Work to complete — Check each line of the material below for "water". Report how many have it, with no other words.

┄┄┄┄┄┄

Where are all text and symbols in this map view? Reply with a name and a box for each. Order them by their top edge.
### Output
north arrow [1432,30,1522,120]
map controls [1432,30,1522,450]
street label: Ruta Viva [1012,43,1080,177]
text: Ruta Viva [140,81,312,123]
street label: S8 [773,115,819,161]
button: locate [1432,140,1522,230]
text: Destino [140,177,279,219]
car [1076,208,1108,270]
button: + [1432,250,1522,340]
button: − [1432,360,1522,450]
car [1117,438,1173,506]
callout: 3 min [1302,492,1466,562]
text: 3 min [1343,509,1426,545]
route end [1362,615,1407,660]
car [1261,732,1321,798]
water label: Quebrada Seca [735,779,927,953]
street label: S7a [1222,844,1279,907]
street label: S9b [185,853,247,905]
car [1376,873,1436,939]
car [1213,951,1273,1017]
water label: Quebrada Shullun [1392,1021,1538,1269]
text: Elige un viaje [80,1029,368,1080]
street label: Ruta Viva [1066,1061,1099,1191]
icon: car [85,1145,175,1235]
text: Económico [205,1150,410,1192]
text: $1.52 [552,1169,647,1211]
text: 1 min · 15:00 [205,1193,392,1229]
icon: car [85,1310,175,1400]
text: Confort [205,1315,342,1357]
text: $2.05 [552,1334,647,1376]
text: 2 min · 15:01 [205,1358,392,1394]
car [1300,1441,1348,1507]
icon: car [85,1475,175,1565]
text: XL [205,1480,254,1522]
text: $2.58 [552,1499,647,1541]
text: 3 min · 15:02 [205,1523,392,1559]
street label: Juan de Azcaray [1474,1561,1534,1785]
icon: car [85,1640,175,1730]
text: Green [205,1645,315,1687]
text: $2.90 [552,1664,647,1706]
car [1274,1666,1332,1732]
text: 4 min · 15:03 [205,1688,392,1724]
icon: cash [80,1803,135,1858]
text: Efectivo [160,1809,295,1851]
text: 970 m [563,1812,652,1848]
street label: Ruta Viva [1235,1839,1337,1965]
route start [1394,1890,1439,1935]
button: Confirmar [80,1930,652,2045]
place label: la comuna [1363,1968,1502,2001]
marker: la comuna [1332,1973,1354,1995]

┄┄┄┄┄┄

Answer for the task — 2